----- Source data

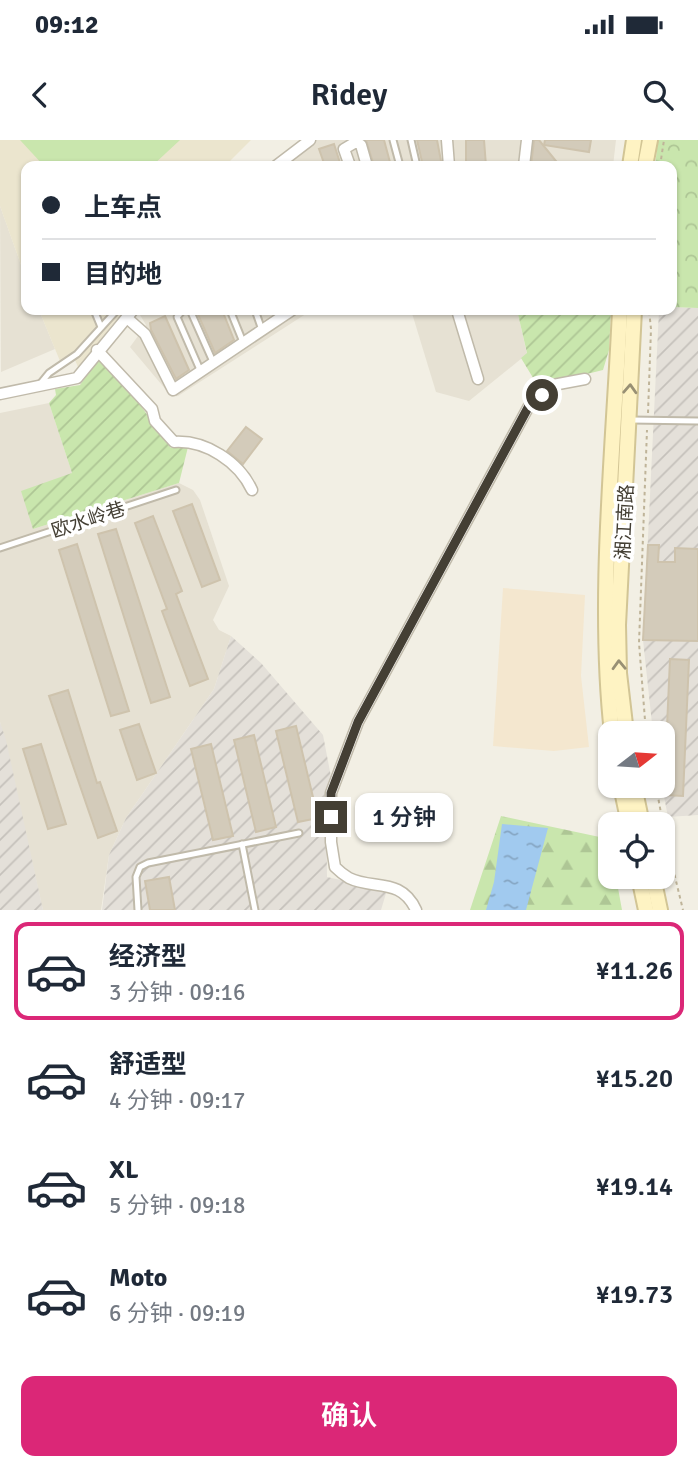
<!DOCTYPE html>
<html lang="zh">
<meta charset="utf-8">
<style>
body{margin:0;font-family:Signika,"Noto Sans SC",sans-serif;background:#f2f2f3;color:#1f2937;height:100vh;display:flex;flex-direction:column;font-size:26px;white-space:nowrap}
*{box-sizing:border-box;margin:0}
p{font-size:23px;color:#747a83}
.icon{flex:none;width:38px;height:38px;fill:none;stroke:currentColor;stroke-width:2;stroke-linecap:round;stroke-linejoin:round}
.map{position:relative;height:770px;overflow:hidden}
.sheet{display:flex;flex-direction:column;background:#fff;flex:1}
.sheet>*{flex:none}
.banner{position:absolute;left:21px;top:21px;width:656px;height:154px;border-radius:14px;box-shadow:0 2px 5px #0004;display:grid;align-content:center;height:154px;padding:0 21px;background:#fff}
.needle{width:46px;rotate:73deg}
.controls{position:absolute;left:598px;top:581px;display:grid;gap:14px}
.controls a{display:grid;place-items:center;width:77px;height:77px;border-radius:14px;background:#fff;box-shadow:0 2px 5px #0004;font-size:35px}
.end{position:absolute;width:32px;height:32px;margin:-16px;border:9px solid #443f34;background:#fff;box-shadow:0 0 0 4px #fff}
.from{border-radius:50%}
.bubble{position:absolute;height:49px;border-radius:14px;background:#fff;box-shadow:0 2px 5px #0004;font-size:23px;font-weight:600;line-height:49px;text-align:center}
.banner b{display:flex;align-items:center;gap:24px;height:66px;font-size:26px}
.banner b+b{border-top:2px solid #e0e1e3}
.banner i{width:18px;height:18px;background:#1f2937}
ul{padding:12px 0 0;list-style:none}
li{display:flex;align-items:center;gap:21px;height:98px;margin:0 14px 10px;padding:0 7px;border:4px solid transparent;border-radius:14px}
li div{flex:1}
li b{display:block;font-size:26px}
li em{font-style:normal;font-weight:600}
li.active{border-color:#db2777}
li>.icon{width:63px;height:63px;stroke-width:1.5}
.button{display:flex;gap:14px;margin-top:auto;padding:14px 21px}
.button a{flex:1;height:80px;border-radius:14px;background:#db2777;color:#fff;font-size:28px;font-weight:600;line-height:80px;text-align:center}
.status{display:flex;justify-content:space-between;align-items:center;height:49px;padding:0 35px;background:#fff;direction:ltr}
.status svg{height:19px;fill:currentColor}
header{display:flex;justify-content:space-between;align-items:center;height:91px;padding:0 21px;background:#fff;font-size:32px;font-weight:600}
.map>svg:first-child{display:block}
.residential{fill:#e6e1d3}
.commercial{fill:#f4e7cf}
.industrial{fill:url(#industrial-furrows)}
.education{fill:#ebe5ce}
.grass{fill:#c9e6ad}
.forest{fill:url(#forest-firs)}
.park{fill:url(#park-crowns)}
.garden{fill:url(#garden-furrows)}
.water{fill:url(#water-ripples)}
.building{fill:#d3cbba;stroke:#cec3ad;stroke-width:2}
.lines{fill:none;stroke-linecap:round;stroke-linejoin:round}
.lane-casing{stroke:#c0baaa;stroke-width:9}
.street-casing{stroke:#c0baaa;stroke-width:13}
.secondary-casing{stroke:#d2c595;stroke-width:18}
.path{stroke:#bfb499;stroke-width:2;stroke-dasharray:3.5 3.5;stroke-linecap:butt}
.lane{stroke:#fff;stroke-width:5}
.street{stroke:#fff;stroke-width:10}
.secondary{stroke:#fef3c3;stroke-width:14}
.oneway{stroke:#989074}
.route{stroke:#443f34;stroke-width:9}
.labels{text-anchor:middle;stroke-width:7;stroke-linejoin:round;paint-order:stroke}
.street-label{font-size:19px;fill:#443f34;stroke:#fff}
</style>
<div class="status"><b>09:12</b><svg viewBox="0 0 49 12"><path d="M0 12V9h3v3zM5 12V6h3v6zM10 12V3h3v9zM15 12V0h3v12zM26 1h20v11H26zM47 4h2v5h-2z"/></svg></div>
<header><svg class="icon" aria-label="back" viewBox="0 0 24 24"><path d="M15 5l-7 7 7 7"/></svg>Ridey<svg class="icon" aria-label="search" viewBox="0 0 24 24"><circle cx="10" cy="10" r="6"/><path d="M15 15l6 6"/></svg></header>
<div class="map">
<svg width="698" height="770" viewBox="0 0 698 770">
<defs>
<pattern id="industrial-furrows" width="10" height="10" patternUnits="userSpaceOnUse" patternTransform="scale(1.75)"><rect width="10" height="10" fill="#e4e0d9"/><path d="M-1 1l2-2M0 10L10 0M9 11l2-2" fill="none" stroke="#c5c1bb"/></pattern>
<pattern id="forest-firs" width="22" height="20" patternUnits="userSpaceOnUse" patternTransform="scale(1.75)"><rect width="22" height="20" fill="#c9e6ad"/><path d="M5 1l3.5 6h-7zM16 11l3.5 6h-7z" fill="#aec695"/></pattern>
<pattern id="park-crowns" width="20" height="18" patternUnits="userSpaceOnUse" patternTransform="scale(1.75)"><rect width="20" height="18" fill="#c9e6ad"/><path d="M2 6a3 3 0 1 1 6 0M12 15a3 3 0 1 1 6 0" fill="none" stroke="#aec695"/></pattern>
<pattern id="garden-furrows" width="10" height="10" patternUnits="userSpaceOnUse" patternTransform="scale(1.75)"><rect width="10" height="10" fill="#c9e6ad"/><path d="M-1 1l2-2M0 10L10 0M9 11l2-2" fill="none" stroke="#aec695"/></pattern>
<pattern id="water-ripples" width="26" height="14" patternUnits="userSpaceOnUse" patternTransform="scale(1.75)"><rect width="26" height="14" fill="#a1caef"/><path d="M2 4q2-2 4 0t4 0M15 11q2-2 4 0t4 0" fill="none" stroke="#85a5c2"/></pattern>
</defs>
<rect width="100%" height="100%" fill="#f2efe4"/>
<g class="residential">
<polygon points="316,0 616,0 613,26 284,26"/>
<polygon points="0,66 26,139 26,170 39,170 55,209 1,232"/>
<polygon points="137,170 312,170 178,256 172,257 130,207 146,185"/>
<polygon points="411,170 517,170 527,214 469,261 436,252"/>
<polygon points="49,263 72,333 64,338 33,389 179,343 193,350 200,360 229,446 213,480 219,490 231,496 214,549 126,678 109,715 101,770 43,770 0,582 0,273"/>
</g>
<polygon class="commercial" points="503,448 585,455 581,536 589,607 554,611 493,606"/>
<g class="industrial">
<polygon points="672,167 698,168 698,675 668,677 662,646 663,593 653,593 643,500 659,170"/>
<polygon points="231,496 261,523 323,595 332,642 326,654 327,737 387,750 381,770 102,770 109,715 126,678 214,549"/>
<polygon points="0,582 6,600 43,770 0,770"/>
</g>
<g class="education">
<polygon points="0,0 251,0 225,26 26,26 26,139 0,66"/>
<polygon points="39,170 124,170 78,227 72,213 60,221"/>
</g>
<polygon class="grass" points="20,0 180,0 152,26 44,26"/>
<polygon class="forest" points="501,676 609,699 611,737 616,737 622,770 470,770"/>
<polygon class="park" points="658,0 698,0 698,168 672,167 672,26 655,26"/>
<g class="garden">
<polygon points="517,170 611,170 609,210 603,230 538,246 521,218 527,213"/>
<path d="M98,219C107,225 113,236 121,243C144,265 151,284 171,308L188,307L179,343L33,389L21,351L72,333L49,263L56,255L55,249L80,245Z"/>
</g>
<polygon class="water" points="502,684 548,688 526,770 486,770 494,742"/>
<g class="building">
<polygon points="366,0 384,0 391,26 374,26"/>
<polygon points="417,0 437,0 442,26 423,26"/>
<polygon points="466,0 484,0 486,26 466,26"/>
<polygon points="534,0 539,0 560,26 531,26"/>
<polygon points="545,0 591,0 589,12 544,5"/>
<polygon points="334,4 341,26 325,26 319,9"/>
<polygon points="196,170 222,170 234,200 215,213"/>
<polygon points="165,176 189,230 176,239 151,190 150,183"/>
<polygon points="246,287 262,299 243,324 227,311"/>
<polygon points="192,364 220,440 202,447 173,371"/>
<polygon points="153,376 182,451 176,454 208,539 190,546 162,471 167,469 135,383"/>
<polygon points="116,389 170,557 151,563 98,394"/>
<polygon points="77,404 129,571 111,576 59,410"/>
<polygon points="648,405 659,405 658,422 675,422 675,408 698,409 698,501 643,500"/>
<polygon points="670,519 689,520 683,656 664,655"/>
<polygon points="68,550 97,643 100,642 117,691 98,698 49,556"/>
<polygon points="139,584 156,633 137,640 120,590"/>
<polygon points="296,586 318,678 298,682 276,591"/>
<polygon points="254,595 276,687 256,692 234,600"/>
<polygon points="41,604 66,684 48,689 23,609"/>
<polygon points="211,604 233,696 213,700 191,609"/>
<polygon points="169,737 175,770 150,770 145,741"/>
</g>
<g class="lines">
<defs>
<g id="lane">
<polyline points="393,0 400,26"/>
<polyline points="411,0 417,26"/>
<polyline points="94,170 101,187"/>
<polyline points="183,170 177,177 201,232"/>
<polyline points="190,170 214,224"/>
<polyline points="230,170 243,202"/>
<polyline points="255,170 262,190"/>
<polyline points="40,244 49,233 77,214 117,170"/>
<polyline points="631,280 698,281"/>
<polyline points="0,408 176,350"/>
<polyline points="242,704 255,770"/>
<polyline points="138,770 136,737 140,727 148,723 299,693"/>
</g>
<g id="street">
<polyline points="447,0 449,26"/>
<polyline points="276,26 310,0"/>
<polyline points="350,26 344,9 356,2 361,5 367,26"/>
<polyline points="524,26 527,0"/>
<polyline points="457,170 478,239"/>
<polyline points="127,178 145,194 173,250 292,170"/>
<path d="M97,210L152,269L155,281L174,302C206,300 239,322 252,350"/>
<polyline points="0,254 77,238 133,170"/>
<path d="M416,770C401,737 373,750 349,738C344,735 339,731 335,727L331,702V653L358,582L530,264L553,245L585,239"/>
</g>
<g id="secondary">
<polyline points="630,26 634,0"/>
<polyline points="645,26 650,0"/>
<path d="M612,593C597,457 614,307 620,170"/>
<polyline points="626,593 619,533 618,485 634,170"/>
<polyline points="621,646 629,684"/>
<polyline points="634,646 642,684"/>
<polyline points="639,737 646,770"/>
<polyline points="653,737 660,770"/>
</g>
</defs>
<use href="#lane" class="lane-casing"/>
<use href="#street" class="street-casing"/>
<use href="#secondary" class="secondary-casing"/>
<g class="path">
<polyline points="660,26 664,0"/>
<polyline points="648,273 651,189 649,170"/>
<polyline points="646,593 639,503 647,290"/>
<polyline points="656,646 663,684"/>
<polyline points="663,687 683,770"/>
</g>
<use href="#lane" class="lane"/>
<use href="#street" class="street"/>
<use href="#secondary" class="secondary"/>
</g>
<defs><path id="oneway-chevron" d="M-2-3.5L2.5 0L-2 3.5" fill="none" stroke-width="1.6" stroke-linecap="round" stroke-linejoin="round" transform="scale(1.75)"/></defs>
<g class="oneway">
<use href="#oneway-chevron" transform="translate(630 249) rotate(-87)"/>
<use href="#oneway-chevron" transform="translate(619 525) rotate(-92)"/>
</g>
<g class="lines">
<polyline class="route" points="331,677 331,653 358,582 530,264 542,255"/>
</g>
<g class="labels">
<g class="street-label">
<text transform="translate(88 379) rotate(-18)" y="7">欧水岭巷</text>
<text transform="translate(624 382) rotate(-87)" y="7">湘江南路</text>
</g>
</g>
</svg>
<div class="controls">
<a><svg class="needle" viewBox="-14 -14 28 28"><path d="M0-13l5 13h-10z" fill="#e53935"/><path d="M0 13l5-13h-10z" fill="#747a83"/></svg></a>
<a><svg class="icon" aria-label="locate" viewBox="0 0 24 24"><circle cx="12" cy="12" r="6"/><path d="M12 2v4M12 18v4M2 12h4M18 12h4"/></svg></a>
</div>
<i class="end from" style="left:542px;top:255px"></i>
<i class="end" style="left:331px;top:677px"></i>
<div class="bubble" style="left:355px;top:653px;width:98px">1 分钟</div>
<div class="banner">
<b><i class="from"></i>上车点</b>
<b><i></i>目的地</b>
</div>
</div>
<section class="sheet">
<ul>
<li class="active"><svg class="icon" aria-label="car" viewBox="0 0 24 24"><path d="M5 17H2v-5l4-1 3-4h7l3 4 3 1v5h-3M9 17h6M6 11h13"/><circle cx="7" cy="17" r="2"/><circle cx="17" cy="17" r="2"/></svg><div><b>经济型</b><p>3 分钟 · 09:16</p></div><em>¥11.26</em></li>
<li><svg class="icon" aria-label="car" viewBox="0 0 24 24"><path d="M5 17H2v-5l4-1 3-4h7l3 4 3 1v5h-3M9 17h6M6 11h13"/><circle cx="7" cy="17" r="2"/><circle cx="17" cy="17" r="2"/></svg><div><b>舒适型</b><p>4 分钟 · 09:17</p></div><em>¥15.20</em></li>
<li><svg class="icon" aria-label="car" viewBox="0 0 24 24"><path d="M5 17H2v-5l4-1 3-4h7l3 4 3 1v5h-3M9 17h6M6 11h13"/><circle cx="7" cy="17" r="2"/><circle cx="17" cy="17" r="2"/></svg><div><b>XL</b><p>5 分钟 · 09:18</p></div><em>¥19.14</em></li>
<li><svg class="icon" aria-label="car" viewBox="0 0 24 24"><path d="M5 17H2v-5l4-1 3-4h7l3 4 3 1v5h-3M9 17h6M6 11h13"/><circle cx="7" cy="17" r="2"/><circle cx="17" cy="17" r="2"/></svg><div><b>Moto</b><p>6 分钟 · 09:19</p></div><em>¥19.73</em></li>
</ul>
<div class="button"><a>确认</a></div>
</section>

----------

_Work instructions_
Copy each line from the records above that includes the string "position".

_Result below_
.map{position:relative;height:770px;overflow:hidden}
.banner{position:absolute;left:21px;top:21px;width:656px;height:154px;border-radius:14px;box-shadow:0 2px 5px #0004;display:grid;align-content:center;height:154px;padding:0 21px;background:#fff}
.controls{position:absolute;left:598px;top:581px;display:grid;gap:14px}
.end{position:absolute;width:32px;height:32px;margin:-16px;border:9px solid #443f34;background:#fff;box-shadow:0 0 0 4px #fff}
.bubble{position:absolute;height:49px;border-radius:14px;background:#fff;box-shadow:0 2px 5px #0004;font-size:23px;font-weight:600;line-height:49px;text-align:center}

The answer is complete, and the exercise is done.